'''

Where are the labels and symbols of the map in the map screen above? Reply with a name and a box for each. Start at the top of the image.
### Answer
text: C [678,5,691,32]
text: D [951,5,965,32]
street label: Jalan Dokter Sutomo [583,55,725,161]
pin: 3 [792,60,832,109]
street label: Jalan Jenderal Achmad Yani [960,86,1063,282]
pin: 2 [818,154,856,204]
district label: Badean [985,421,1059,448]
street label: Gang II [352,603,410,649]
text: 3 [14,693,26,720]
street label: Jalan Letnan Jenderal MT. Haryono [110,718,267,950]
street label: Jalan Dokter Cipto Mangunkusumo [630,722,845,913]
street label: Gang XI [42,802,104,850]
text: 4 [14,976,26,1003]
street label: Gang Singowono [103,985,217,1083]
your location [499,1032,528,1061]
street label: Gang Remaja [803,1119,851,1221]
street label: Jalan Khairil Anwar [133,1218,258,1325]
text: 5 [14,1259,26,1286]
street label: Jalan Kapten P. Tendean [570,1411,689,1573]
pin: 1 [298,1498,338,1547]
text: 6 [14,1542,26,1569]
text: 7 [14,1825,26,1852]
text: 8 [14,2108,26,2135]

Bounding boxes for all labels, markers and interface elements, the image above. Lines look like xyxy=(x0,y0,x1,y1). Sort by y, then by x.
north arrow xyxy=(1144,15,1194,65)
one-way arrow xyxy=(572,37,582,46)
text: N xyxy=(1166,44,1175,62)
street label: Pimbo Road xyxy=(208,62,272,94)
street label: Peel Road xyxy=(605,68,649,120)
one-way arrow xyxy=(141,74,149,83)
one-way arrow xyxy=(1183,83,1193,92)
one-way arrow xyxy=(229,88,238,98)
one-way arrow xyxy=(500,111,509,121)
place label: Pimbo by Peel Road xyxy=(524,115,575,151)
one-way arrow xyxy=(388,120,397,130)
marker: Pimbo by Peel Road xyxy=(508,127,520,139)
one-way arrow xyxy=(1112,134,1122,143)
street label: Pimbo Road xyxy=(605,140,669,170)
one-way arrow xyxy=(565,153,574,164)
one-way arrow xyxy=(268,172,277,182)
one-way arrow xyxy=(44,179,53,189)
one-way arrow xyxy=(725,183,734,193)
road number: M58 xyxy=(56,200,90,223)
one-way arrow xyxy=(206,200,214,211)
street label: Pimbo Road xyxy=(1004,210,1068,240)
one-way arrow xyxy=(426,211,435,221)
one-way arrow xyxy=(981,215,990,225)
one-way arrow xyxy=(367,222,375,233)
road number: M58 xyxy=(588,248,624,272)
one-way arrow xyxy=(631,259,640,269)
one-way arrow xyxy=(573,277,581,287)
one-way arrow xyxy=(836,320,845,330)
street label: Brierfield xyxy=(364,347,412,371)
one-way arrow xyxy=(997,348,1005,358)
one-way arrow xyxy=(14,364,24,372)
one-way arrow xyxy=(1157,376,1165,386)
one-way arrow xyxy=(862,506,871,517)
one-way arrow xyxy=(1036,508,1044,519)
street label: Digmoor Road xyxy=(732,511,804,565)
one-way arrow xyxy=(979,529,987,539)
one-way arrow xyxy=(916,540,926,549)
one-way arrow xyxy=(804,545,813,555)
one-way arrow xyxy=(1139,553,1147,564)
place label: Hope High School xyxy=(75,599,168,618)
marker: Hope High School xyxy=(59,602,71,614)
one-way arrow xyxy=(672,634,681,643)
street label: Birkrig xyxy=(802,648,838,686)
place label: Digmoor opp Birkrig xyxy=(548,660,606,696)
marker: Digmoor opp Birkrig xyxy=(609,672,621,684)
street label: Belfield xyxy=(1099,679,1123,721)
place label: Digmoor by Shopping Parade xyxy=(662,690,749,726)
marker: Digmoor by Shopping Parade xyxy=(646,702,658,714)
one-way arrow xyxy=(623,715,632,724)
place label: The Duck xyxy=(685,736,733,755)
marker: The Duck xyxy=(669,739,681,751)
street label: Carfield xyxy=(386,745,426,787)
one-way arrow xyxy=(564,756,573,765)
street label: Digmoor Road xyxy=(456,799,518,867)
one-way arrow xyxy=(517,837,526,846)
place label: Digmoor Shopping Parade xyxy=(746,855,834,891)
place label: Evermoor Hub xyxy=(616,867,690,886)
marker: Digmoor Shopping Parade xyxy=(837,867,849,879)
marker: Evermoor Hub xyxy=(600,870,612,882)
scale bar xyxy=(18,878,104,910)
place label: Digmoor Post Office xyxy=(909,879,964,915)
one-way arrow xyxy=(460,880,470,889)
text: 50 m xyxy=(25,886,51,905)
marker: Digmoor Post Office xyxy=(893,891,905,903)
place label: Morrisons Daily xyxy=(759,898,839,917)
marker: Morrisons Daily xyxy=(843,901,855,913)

'''

Goal of the exercise | The answer must be the full listing, copied exactly.

Completed task |
Where are the labels and symbols of the map in the map screen above? Reply with a name and a box for each. Start at the top of the image.
### Answer
text: C [678,5,691,32]
text: D [951,5,965,32]
street label: Jalan Dokter Sutomo [583,55,725,161]
pin: 3 [792,60,832,109]
street label: Jalan Jenderal Achmad Yani [960,86,1063,282]
pin: 2 [818,154,856,204]
district label: Badean [985,421,1059,448]
street label: Gang II [352,603,410,649]
text: 3 [14,693,26,720]
street label: Jalan Letnan Jenderal MT. Haryono [110,718,267,950]
street label: Jalan Dokter Cipto Mangunkusumo [630,722,845,913]
street label: Gang XI [42,802,104,850]
text: 4 [14,976,26,1003]
street label: Gang Singowono [103,985,217,1083]
your location [499,1032,528,1061]
street label: Gang Remaja [803,1119,851,1221]
street label: Jalan Khairil Anwar [133,1218,258,1325]
text: 5 [14,1259,26,1286]
street label: Jalan Kapten P. Tendean [570,1411,689,1573]
pin: 1 [298,1498,338,1547]
text: 6 [14,1542,26,1569]
text: 7 [14,1825,26,1852]
text: 8 [14,2108,26,2135]

Bounding boxes for all labels, markers and interface elements, the image above. Lines look like xyxy=(x0,y0,x1,y1). Sort by y, then by x.
north arrow xyxy=(1144,15,1194,65)
one-way arrow xyxy=(572,37,582,46)
text: N xyxy=(1166,44,1175,62)
street label: Pimbo Road xyxy=(208,62,272,94)
street label: Peel Road xyxy=(605,68,649,120)
one-way arrow xyxy=(141,74,149,83)
one-way arrow xyxy=(1183,83,1193,92)
one-way arrow xyxy=(229,88,238,98)
one-way arrow xyxy=(500,111,509,121)
place label: Pimbo by Peel Road xyxy=(524,115,575,151)
one-way arrow xyxy=(388,120,397,130)
marker: Pimbo by Peel Road xyxy=(508,127,520,139)
one-way arrow xyxy=(1112,134,1122,143)
street label: Pimbo Road xyxy=(605,140,669,170)
one-way arrow xyxy=(565,153,574,164)
one-way arrow xyxy=(268,172,277,182)
one-way arrow xyxy=(44,179,53,189)
one-way arrow xyxy=(725,183,734,193)
road number: M58 xyxy=(56,200,90,223)
one-way arrow xyxy=(206,200,214,211)
street label: Pimbo Road xyxy=(1004,210,1068,240)
one-way arrow xyxy=(426,211,435,221)
one-way arrow xyxy=(981,215,990,225)
one-way arrow xyxy=(367,222,375,233)
road number: M58 xyxy=(588,248,624,272)
one-way arrow xyxy=(631,259,640,269)
one-way arrow xyxy=(573,277,581,287)
one-way arrow xyxy=(836,320,845,330)
street label: Brierfield xyxy=(364,347,412,371)
one-way arrow xyxy=(997,348,1005,358)
one-way arrow xyxy=(14,364,24,372)
one-way arrow xyxy=(1157,376,1165,386)
one-way arrow xyxy=(862,506,871,517)
one-way arrow xyxy=(1036,508,1044,519)
street label: Digmoor Road xyxy=(732,511,804,565)
one-way arrow xyxy=(979,529,987,539)
one-way arrow xyxy=(916,540,926,549)
one-way arrow xyxy=(804,545,813,555)
one-way arrow xyxy=(1139,553,1147,564)
place label: Hope High School xyxy=(75,599,168,618)
marker: Hope High School xyxy=(59,602,71,614)
one-way arrow xyxy=(672,634,681,643)
street label: Birkrig xyxy=(802,648,838,686)
place label: Digmoor opp Birkrig xyxy=(548,660,606,696)
marker: Digmoor opp Birkrig xyxy=(609,672,621,684)
street label: Belfield xyxy=(1099,679,1123,721)
place label: Digmoor by Shopping Parade xyxy=(662,690,749,726)
marker: Digmoor by Shopping Parade xyxy=(646,702,658,714)
one-way arrow xyxy=(623,715,632,724)
place label: The Duck xyxy=(685,736,733,755)
marker: The Duck xyxy=(669,739,681,751)
street label: Carfield xyxy=(386,745,426,787)
one-way arrow xyxy=(564,756,573,765)
street label: Digmoor Road xyxy=(456,799,518,867)
one-way arrow xyxy=(517,837,526,846)
place label: Digmoor Shopping Parade xyxy=(746,855,834,891)
place label: Evermoor Hub xyxy=(616,867,690,886)
marker: Digmoor Shopping Parade xyxy=(837,867,849,879)
marker: Evermoor Hub xyxy=(600,870,612,882)
scale bar xyxy=(18,878,104,910)
place label: Digmoor Post Office xyxy=(909,879,964,915)
one-way arrow xyxy=(460,880,470,889)
text: 50 m xyxy=(25,886,51,905)
marker: Digmoor Post Office xyxy=(893,891,905,903)
place label: Morrisons Daily xyxy=(759,898,839,917)
marker: Morrisons Daily xyxy=(843,901,855,913)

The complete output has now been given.